Su amigo le miró en silencio, un segundo, con gesto inescrutable. Finalmente, abrió sus labios y habló.
—Sí. Vive. Pero debieras olvidarla ya, Edward. Casi te asesina. Si no fuera porque llegamos en el momento justo, hubiésemos encontrado tu cabeza como la de Pelayo, pobre hombre. Cuánto salvajismo vimos al llegar: debe ser que Alcico quería ganarse el respeto de los bárbaros. Cuando vi esa masacre… créeme: quise estrangular a la traidora con mis manos, si no fuera porque Casiano no lo permitió.
—Te… te equivocas, ella no iba a matarme, no puede ser: combatíamos juntos cuando llegaron. Ella salvó mi vida.
—Bah, sigues ciego. Yo mismo la vi, con tu propia espada en sus manos, sobre tu cuerpo inconsciente, lista para el golpe de gracia, a pocos pasos de la cabeza de Pelayo. Pero ya no tiene caso.
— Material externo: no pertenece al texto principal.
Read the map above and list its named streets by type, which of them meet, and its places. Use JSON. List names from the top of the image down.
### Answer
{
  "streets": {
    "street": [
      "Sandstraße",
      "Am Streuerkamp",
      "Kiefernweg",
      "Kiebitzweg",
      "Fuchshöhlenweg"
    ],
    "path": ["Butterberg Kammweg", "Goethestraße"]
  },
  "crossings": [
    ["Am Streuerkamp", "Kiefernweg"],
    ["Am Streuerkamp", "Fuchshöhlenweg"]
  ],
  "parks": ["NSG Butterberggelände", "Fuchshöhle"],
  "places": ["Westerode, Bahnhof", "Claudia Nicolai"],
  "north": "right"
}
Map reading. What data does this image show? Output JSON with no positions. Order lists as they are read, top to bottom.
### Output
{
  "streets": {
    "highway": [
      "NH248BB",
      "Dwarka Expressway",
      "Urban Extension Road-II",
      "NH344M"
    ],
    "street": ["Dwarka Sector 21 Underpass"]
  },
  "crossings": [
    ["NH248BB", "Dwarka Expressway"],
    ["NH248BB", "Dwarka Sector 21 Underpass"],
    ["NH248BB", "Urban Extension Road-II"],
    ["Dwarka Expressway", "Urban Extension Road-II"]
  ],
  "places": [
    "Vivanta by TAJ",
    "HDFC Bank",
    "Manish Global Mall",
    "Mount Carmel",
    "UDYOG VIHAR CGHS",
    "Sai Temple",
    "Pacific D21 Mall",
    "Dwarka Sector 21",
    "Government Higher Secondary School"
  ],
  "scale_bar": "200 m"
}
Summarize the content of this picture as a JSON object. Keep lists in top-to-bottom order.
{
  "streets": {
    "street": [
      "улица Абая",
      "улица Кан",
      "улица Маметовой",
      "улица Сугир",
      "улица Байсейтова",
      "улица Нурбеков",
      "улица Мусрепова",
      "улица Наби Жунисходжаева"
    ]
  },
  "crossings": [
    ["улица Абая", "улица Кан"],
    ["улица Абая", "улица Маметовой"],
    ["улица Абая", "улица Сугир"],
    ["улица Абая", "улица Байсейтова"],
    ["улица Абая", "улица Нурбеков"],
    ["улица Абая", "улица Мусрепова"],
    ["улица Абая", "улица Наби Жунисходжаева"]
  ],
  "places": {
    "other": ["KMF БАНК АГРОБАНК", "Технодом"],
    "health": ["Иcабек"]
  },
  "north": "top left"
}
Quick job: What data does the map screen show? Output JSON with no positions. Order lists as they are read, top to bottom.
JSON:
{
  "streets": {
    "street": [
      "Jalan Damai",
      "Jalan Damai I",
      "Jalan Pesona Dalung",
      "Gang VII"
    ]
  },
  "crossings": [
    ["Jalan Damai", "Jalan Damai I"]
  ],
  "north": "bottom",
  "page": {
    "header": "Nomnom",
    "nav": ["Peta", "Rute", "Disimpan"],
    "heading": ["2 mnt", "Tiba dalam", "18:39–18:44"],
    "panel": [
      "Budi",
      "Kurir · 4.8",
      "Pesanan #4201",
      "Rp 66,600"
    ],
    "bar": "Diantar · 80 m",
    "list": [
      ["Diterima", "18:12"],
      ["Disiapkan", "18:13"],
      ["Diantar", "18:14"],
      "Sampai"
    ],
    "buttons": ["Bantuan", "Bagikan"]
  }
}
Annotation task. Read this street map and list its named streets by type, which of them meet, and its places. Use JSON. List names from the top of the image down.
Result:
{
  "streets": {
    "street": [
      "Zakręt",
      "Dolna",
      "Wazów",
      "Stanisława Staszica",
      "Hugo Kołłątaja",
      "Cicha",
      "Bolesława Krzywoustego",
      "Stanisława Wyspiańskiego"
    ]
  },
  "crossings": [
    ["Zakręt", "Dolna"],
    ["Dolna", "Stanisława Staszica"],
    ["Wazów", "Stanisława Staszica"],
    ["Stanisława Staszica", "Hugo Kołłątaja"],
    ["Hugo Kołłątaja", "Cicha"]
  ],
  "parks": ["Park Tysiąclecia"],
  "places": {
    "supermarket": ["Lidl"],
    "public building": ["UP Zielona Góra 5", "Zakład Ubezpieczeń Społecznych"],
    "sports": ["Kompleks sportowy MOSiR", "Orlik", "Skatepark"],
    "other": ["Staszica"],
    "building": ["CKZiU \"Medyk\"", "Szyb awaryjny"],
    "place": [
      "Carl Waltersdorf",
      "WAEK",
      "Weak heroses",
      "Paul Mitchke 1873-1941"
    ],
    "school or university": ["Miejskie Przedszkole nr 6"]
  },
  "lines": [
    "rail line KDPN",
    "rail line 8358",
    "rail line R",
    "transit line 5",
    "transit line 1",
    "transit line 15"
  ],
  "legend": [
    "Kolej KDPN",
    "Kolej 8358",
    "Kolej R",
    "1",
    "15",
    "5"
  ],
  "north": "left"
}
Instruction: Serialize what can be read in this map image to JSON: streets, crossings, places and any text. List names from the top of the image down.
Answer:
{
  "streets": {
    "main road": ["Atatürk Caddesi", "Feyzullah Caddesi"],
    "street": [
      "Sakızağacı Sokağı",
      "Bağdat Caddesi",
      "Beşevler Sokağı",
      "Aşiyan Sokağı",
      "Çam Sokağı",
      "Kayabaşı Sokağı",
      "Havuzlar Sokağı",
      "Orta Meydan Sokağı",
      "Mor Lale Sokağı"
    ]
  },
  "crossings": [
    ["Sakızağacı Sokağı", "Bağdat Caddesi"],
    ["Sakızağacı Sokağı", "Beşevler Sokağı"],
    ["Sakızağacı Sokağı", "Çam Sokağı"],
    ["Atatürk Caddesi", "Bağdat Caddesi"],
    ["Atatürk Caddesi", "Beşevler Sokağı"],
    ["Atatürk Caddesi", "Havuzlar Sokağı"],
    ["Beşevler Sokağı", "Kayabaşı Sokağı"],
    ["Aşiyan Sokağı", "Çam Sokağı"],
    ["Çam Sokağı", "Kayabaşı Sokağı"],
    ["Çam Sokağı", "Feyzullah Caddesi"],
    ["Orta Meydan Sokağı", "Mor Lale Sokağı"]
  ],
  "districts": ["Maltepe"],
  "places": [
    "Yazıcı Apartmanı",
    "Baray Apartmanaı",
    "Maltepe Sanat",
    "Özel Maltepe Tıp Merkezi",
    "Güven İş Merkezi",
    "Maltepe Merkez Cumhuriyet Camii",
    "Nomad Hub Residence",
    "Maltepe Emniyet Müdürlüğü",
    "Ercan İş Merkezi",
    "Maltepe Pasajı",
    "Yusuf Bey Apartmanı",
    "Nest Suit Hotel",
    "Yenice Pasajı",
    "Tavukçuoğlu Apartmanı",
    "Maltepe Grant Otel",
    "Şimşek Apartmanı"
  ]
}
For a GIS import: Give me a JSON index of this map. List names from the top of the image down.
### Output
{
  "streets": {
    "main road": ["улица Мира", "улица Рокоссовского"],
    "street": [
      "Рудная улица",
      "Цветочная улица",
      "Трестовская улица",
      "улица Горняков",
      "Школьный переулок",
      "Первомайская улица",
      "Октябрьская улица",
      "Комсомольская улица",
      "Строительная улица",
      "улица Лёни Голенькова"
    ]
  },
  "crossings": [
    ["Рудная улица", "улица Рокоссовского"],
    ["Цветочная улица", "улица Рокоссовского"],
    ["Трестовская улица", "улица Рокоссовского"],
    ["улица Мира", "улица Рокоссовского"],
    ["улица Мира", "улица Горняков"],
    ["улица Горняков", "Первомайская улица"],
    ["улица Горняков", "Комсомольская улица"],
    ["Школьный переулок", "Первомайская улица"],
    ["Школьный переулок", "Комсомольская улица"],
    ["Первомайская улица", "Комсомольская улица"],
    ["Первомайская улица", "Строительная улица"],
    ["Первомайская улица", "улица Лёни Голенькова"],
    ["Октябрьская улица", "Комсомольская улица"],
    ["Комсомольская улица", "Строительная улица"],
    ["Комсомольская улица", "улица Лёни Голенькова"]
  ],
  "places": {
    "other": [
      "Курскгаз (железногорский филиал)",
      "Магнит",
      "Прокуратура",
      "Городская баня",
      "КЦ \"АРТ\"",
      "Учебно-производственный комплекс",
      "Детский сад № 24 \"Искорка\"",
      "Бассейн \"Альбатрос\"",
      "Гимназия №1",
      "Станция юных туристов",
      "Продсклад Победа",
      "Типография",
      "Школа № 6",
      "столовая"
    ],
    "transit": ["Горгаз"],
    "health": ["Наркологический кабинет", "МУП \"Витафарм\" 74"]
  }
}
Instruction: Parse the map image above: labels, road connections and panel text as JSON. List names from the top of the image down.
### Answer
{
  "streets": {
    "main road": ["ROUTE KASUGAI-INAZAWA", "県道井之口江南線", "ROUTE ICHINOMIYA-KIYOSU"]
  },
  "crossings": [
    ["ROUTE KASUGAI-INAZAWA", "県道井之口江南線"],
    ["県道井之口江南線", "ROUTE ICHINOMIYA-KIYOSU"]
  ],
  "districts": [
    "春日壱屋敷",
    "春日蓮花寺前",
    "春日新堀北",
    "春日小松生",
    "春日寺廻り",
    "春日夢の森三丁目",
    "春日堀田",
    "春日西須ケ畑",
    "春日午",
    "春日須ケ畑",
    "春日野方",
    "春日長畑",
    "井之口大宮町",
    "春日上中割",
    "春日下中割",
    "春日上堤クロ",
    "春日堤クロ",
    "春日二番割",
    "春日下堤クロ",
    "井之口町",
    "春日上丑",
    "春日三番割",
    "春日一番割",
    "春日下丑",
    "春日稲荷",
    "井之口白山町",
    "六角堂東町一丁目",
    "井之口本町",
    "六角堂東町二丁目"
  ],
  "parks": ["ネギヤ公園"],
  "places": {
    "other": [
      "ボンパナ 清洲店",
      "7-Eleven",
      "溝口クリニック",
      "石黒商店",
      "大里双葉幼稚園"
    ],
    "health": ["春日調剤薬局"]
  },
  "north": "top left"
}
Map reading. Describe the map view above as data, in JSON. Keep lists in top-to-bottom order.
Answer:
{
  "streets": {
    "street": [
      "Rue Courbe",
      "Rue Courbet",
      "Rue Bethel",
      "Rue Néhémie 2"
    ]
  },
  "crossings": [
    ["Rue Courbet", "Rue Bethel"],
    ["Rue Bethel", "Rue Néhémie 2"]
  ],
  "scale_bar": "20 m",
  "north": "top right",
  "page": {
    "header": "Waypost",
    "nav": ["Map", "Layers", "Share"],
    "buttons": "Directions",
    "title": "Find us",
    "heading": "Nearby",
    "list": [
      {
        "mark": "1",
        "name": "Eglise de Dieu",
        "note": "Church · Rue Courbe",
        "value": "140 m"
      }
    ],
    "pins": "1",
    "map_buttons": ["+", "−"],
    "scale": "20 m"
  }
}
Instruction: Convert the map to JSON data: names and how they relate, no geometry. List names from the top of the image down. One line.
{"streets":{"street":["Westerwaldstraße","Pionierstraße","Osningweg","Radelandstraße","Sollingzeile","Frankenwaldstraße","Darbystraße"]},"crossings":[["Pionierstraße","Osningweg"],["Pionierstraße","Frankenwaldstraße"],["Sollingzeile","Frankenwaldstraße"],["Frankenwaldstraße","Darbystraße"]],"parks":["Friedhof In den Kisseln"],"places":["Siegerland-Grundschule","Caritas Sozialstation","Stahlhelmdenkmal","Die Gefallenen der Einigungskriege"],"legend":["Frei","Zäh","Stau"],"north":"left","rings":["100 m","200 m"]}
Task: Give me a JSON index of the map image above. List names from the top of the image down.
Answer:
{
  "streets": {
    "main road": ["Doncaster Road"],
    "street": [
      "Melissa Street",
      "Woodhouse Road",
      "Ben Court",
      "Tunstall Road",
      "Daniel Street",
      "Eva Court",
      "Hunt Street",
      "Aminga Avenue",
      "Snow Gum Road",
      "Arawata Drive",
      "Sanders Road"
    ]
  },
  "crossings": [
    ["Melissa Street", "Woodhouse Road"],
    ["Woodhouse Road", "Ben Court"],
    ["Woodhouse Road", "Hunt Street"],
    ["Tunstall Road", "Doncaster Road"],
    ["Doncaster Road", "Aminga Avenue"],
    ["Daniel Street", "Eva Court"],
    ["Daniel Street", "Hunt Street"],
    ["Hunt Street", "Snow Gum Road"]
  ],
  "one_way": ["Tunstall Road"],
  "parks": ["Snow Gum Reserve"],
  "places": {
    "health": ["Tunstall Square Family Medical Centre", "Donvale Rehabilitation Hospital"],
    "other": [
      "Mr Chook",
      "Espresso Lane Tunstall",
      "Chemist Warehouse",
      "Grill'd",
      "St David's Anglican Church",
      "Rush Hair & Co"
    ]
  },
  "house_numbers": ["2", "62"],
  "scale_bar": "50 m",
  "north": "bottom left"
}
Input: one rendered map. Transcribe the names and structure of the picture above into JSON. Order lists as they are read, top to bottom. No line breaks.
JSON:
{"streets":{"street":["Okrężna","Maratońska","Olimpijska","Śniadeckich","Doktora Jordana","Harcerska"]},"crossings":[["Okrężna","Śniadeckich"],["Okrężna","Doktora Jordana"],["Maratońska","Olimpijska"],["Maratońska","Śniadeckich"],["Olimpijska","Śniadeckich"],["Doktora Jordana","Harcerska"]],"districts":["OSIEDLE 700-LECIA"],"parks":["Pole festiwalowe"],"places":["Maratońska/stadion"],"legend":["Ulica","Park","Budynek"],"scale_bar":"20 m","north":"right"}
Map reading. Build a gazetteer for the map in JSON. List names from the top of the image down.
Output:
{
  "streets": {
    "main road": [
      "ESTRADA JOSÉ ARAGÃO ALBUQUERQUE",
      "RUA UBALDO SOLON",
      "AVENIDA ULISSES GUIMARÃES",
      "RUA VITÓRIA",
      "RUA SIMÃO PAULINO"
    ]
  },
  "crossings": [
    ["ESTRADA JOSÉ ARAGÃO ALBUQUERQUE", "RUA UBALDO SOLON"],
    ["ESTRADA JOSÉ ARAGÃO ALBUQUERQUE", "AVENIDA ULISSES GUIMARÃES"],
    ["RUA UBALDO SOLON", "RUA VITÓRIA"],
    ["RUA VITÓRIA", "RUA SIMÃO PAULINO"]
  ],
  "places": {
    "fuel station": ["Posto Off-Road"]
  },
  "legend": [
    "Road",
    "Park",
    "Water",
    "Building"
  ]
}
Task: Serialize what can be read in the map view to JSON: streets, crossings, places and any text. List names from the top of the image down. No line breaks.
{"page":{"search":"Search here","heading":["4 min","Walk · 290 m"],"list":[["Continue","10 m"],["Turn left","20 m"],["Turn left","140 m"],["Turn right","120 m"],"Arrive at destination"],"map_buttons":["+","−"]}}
Está en las mazmorras de esta fortaleza, y de allí no saldrá.
El caballero guardó silencio, sabiendo que ninguna explicación convencería a su amigo. Pero él conocía la verdad. Clara, al final, se había puesto a su lado. Con su propia espada, la espada de un caballero, combatió a los rufianes, aceptando morir ahí, antes que permitir más injusticias.
—¿Cómo fue que nos encontraron? —preguntó— ¿Alguno de los muchachos, de los demás prisioneros, pudo salvarse?
—Cuando la emboscada cayó sobre nosotros —contestó Ulf— yo los seguí. Al ver lo que ocurría, recuperé a Diamante y cabalgué a avisar a Casiano. Nos movimos lo más rápido posible, pero fue demasiado tarde para nuestros amigos. Esos salvajes… algunos vivían aún, pero para cuando acabamos con los bandoleros y pudimos desatarlos ya sus vidas pendían de un hilo. Y antes de llegar a Urbia, ese hilo se había cortado para todos. Los enterramos, y luego vinimos a Calidia. Yo llegué ayer: los curanderos del barón han hecho un buen trabajo contigo.
—Lamento mucho lo que oigo, Ulf. Esto ha sido mi culpa. Me he precipitado, otra vez, y caí de nuevo en la trampa. Los muchachos eran valientes, no merecían una muerte así.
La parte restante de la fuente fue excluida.